Exploring the Translational Potential of a New Mitogenic Target in Beta Cells
In type 1 diabetes, the insulin-producing beta-cells in the pancreas are destroyed by the immune system, resulting in aberrantly high blood glucose levels. Unlike many other cells in the body, pancreatic beta-cells divide infrequently, which limits the ability of beta-cells to regenerate after beta-cell loss. There has been considerable interest in understanding the mechanisms that regulate the proliferation of beta-cells with the goal of discovering new therapeutic targets to promote beta-cell regeneration. However, only a few molecules that can increase the proliferation of human beta-cells have been identified. Given that most molecules that stimulate the proliferation of beta-cells also have pro-proliferative effects in other tissues, systemic administration of drugs against such molecules imposes a significant cancer risk. Therefore, beta-cell-specific inhibition would be the preferred therapeutic approach.
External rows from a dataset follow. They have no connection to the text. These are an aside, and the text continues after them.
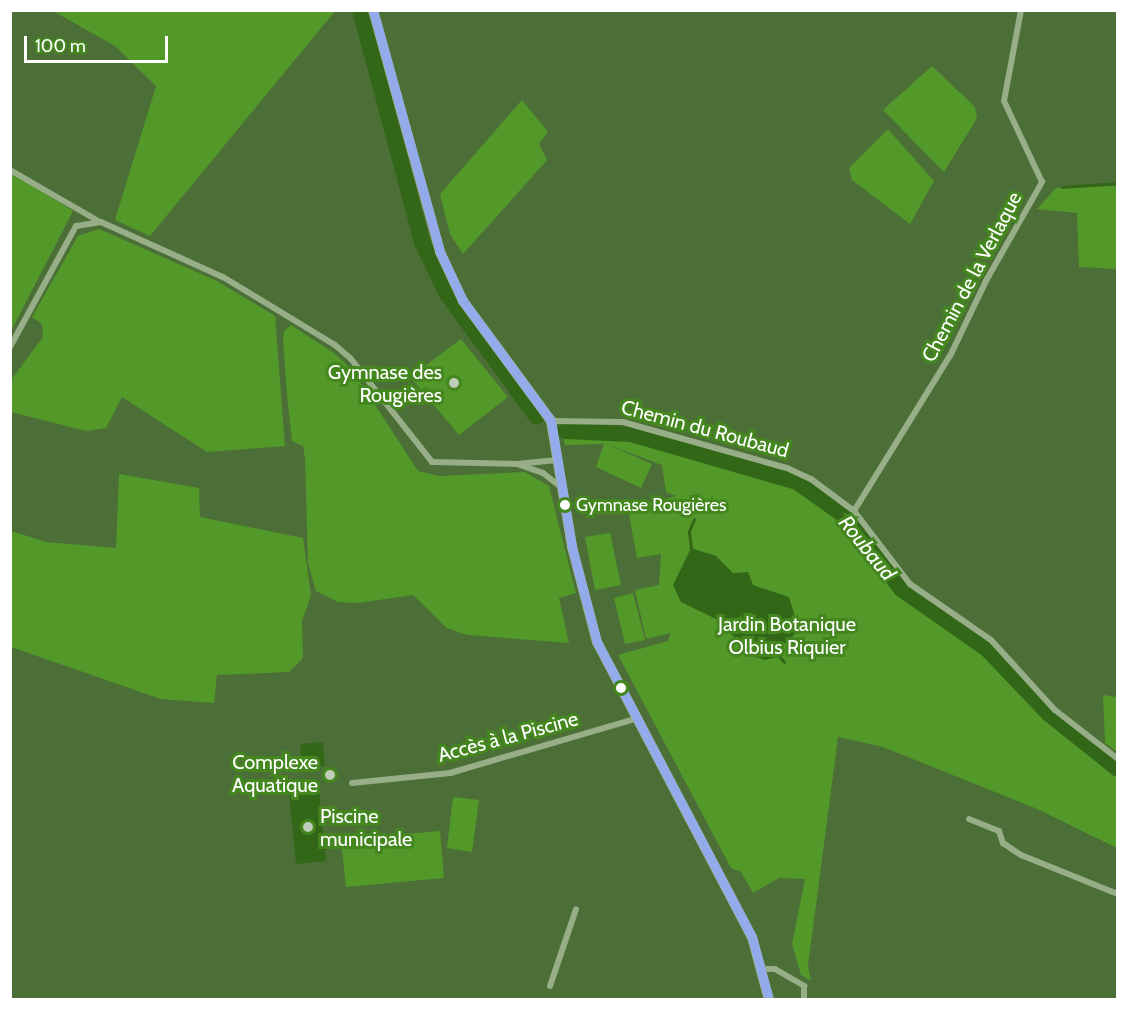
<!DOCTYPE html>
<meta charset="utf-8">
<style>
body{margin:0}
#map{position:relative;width:1128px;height:1010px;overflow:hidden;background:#4b6f37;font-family:Cabin,sans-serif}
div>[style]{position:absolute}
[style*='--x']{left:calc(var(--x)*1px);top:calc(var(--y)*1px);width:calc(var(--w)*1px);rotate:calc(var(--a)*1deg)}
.green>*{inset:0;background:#53992a}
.water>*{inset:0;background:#336718}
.stream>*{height:3px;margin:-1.5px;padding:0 1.5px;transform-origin:1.5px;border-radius:1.5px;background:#336718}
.river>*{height:16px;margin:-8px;padding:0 8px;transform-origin:8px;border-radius:8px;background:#336718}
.street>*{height:6px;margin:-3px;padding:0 3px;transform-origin:3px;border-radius:3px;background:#97ae89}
.secondary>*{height:10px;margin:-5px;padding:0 5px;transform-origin:5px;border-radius:5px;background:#9eb392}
.bus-1>*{height:9px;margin:-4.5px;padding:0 4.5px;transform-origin:4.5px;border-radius:4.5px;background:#93aaeb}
.dots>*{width:16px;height:16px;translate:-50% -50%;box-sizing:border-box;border:3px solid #44871f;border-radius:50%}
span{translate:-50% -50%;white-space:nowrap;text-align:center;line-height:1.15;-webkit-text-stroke:6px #44871f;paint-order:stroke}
.bus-label{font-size:18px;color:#fff}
.left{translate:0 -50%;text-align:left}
.street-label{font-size:20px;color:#fff}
.poi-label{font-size:20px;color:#fff}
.right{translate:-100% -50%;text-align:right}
.park-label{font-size:20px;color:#fff}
.water-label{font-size:21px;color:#fff;font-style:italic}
.frame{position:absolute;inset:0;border:12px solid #fff;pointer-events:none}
.scale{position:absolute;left:24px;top:36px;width:144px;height:27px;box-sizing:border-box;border:3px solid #fff;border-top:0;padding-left:8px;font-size:18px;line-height:21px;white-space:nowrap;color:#fff;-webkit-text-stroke:4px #44871f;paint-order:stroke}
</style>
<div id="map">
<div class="green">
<i style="clip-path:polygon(53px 11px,335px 11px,150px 236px,115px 220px,156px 86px,115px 46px)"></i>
<i style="clip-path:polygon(932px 66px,975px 107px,977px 118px,944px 172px,883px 110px)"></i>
<i style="clip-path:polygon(522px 100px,548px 132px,539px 144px,547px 160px,463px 254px,450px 234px,440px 194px)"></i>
<i style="clip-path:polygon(888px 129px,934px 181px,910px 224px,852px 180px,849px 168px)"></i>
<i style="clip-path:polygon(11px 172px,73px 211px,11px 331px)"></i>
<i style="clip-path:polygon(1117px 186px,1117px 269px,1079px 267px,1077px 213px,1037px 209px,1056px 188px)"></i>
<i style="clip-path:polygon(99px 229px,217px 281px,275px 316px,285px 446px,207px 452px,122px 397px,106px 428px,86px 431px,11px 412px,11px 380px,43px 337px,42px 324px,32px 317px,78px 236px)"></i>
<i style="clip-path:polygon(291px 325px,334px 353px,353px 371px,418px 471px,439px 476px,525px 472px,549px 486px,576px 593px,559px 598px,569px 643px,467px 635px,447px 628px,413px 595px,358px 603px,338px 602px,316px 591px,308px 563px,305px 458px,303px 446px,292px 441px,287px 394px,283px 340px,284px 331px)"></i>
<i style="clip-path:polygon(461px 339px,508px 397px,459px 435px,410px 377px)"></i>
<i style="clip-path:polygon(563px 436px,625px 439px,787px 484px,843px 523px,908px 603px,983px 653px,1045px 720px,1117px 777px,1117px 848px,1035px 808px,883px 747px,838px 737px,808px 966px,811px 981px,801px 975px,792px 944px,805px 879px,779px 878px,753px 893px,741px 872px,731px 868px,618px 655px,668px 641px,671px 633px,646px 639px,635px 590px,659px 585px,661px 554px,637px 558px,628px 509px,676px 496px,666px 492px,662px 465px,606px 444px,652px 464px,641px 488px,596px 467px,604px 444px,565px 445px)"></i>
<i style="clip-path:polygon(119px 474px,199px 488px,200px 517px,303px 538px,311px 595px,302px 621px,303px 658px,289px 672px,217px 675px,214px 703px,161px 699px,11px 647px,11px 531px,46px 542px,116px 548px)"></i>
<i style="clip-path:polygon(610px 533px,621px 585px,595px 590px,585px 537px)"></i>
<i style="clip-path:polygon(633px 593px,645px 640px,625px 644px,614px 598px)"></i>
<i style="clip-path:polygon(1103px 695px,1117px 697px,1117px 752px,1105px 743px)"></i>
<i style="clip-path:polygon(453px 797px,479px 800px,472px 852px,447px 848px)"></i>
<i style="clip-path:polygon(440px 831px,444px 878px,346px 887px,341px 840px)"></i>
</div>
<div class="water">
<i style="clip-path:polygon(691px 548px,716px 556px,733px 573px,748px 572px,753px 585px,789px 597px,799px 630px,778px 650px,777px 657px,765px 660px,753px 656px,716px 619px,681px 602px,673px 585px)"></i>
<i style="clip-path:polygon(323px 742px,325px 766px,302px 767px,300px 744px)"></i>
<i style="clip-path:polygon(319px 790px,326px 861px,296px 864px,289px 792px)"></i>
</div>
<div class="stream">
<i style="--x:1062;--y:187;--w:56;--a:-4.1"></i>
<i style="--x:691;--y:548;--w:17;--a:-97"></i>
<i style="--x:689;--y:531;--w:13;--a:-67"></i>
<i style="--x:779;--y:656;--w:8;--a:50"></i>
</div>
<div class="river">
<i style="--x:360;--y:10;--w:240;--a:75"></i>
<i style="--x:422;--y:242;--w:58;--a:64.3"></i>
<i style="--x:447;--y:294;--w:152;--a:53.8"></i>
<i style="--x:565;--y:431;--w:66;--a:2.6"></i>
<i style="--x:631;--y:434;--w:173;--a:16.1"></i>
<i style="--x:797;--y:482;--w:64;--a:35.4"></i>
<i style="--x:849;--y:519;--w:87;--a:53.4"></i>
<i style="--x:901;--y:589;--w:105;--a:34.9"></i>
<i style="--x:987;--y:649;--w:90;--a:46.4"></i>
<i style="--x:1049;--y:714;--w:88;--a:38.6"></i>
</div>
<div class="street">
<i style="--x:10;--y:170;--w:104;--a:30"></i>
<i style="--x:10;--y:347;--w:138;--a:-61.4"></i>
<i style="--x:76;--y:226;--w:25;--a:-9"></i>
<i style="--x:101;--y:222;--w:134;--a:24.3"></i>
<i style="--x:223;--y:277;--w:131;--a:31.3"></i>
<i style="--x:335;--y:345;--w:21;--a:41"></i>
<i style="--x:351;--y:359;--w:131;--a:51.8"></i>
<i style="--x:432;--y:462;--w:85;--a:1.3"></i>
<i style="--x:517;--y:464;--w:40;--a:-5.7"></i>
<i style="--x:551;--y:421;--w:72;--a:0.8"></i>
<i style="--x:623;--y:422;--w:170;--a:15.7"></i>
<i style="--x:787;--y:468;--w:26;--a:25"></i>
<i style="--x:811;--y:479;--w:54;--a:36.7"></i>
<i style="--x:854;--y:511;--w:92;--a:52.5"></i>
<i style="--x:910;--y:584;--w:98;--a:34.7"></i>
<i style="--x:991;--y:640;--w:95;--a:47.6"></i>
<i style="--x:1055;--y:710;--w:80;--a:37.9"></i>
<i style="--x:520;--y:465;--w:24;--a:19"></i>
<i style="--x:543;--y:473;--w:23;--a:38"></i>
<i style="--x:854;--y:511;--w:185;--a:-58.3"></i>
<i style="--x:951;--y:354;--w:83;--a:-64.4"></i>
<i style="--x:987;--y:279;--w:112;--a:-60.4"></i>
<i style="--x:1042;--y:182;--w:89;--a:-115.1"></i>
<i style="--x:1004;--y:101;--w:93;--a:-79.4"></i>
<i style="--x:352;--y:783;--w:99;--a:-5.8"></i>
<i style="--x:450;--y:773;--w:193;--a:-16.3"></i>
<i style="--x:969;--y:819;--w:32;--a:22"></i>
<i style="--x:999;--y:831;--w:13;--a:72"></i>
<i style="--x:1003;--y:843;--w:22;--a:34"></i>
<i style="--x:1021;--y:855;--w:105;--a:21.9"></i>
<i style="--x:763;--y:969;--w:12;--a:0"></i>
<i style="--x:775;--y:969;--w:34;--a:30"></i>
<i style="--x:804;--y:986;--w:14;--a:90"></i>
<i style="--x:550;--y:986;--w:81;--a:-71.3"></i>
</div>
<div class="secondary">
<i style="--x:373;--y:10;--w:251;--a:74.5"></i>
<i style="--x:440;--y:252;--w:54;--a:64.9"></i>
<i style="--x:463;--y:301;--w:149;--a:53.7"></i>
<i style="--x:551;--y:421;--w:128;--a:80.5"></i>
<i style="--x:572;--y:547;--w:98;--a:75.3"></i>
<i style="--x:597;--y:642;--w:333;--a:62.3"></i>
<i style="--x:752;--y:937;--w:65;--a:74.9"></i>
</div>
<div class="bus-1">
<i style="--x:373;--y:10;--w:251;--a:74.5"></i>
<i style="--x:440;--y:252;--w:54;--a:64.9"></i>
<i style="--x:463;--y:301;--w:149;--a:53.7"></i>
<i style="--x:551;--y:421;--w:128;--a:80.5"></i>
<i style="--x:572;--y:547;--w:98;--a:75.3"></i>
<i style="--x:597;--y:642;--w:333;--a:62.3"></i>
<i style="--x:752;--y:937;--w:65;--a:74.9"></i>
</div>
<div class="dots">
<i style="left:454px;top:383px;background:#c0cdb9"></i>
<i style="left:565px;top:505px;background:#fff"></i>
<i style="left:621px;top:688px;background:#fff"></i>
<i style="left:330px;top:775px;background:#c0cdb9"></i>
<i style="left:308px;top:827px;background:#c0cdb9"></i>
</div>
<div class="bus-label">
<span class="left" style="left:576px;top:505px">Gymnase Rougières</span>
</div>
<div class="street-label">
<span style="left:972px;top:277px;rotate:-62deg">Chemin de la Verlaque</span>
<span style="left:705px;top:429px;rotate:15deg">Chemin du Roubaud</span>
<span style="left:508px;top:737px;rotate:-15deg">Accès à la Piscine</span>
</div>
<div class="poi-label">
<span class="right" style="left:442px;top:384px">Gymnase des<br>Rougières</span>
<span class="right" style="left:318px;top:774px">Complexe<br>Aquatique</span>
<span class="left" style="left:320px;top:828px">Piscine<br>municipale</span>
</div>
<div class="park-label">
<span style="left:787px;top:636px">Jardin Botanique<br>Olbius Riquier</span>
</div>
<div class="water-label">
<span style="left:867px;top:548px;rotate:51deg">Roubaud</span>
</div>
<div class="frame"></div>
<div class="scale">100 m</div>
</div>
The goal of the proposed work is to conduct proof-of-principle studies for beta-cell-directed therapies aimed at expanding beta-cell mass in diabetic patients. We recently discovered that pharmacological inhibition of a protein deacetylase significantly increases beta-cell proliferation in both mouse and human pancreatic islets. Importantly, inhibition of this deacetylase does not cause beta-cell death, beta-cell tumors, or beta-cell dysfunction indicating that targeting this molecule in beta-cells could be a way to safely increase beta-cells mass. The objective of this study is to employ a new beta-cell-directed targeting strategy developed by Ionis Pharmaceuticals to inhibit this deacetylase selectively in beta-cells. If successful, results of these experiments could pave the way for trials in humans, testing whether beta-cell mass can be expanded using this approach.